■ PROBLEM DESCRIPTION
In the listing below, locate the lines that hold "buttons" and copy them.
[DATA UNDER STUDY — start]
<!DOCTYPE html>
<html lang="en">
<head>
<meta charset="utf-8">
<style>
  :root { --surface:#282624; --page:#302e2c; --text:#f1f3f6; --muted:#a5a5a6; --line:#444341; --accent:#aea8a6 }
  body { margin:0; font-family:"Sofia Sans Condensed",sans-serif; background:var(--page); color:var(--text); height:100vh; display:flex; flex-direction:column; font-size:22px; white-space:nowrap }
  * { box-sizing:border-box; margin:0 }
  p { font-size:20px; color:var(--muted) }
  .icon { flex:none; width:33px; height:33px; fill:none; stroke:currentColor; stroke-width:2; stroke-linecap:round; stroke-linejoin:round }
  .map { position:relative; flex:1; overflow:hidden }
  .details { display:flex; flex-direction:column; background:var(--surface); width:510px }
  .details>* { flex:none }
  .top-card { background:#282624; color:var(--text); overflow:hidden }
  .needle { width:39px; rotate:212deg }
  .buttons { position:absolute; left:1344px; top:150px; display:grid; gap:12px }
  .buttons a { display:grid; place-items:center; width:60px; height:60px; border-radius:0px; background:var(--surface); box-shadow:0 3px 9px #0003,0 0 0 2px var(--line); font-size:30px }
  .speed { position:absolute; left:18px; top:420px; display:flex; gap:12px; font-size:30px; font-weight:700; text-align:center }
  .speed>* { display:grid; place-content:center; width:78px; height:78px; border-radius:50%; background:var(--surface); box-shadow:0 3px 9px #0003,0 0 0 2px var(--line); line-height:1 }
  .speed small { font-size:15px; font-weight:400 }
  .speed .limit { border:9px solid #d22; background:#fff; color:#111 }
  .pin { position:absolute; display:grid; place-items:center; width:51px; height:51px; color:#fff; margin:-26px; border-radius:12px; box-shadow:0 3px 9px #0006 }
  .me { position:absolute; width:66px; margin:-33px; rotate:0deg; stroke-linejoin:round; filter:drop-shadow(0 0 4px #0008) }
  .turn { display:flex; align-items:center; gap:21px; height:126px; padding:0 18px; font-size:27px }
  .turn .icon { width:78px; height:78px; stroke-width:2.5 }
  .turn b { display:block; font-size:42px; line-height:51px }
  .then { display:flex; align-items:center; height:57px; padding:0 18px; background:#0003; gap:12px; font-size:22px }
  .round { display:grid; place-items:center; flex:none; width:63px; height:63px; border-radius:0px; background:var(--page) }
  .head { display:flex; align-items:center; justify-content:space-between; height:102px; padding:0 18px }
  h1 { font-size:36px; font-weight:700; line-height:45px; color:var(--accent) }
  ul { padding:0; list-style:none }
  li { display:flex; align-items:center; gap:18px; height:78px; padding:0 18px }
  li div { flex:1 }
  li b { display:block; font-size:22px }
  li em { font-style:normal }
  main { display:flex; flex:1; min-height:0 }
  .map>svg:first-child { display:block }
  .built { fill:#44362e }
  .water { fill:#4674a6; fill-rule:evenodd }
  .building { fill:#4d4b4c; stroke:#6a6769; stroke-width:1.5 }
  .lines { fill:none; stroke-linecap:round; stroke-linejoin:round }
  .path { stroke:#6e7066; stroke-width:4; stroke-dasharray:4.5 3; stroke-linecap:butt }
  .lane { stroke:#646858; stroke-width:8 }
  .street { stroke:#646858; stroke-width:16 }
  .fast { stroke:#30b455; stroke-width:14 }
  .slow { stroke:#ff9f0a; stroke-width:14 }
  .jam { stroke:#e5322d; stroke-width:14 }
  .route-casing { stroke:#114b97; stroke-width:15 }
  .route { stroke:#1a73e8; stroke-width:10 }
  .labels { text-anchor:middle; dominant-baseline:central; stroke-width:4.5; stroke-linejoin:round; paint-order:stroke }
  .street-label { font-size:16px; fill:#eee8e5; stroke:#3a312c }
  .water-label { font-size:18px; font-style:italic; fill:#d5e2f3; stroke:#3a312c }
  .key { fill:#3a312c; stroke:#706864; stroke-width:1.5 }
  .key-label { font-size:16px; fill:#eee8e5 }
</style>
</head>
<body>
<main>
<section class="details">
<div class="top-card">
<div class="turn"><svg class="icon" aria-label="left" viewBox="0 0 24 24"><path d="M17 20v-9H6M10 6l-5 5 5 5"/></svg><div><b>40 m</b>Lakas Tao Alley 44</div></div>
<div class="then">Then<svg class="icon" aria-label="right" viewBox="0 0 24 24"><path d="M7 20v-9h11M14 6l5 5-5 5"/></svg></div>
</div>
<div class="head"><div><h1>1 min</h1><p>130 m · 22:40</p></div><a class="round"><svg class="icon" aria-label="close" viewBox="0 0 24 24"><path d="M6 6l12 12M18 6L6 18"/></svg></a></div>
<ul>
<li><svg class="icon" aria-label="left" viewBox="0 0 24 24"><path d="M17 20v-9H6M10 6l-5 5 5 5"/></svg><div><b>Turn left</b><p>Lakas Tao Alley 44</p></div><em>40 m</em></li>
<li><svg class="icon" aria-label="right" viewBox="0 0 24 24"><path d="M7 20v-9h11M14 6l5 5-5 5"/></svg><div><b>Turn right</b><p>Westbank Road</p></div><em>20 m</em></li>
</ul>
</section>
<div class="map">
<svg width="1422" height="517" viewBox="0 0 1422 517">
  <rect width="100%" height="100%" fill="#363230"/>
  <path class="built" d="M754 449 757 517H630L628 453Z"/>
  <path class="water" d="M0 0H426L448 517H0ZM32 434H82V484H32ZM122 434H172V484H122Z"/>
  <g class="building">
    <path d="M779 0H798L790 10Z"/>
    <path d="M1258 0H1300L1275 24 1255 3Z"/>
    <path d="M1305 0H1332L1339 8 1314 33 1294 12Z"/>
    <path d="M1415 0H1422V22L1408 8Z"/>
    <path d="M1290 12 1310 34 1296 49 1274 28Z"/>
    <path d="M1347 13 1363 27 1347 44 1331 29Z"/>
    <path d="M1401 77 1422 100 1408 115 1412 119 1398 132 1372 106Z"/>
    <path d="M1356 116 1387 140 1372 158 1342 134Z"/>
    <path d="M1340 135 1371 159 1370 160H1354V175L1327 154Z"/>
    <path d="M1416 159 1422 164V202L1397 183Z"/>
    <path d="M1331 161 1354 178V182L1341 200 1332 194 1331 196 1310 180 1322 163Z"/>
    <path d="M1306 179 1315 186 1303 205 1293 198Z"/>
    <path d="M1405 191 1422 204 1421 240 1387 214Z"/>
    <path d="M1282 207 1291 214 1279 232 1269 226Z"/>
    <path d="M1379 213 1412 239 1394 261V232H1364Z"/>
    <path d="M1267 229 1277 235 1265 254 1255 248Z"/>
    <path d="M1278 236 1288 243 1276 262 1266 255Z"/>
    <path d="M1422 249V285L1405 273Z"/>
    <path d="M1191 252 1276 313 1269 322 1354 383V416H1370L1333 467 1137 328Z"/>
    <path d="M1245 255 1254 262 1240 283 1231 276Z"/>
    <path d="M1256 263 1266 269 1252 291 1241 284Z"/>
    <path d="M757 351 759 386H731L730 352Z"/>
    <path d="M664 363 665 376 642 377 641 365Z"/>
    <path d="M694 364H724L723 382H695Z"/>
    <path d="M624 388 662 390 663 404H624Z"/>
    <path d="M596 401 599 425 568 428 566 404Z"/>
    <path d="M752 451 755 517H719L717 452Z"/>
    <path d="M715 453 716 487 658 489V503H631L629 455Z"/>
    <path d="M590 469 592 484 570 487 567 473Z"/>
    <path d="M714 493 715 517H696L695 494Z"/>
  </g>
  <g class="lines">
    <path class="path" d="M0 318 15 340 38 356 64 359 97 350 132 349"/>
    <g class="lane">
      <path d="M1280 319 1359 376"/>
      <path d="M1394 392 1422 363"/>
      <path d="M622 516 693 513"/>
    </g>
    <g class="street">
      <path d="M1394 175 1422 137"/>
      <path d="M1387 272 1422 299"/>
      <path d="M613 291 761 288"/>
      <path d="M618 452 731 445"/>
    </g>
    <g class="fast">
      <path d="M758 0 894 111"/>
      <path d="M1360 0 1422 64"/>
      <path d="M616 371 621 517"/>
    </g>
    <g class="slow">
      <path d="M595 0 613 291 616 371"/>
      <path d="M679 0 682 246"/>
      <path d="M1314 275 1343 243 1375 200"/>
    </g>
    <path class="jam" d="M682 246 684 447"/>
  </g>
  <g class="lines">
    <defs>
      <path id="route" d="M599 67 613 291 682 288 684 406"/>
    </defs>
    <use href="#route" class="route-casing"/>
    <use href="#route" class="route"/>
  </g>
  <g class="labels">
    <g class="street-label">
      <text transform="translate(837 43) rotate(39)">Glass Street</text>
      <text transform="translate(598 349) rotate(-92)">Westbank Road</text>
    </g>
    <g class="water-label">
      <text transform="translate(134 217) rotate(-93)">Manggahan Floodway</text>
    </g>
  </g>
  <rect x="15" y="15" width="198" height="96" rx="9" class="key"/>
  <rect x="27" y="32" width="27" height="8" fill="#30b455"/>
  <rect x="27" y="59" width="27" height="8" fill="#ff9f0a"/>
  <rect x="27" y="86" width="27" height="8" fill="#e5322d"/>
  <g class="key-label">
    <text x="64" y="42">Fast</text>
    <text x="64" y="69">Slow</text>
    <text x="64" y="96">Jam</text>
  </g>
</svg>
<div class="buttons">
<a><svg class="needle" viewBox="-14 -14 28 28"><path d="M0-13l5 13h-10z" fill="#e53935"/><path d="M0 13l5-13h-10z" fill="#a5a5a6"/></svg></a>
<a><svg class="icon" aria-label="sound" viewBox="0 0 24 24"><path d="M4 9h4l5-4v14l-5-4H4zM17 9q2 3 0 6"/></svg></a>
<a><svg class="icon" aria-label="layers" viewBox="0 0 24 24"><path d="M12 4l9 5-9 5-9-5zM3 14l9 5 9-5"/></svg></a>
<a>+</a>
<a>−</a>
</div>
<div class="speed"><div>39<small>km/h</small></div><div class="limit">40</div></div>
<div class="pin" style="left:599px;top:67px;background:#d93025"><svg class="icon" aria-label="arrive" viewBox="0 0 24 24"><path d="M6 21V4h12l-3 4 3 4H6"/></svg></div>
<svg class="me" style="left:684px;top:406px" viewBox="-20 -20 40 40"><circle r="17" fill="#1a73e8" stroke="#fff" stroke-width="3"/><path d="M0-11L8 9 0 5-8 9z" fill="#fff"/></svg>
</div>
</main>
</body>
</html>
[DATA UNDER STUDY — finish]
■ ANSWER SPACE
  .buttons { position:absolute; left:1344px; top:150px; display:grid; gap:12px }
  .buttons a { display:grid; place-items:center; width:60px; height:60px; border-radius:0px; background:var(--surface); box-shadow:0 3px 9px #0003,0 0 0 2px var(--line); font-size:30px }
<div class="buttons">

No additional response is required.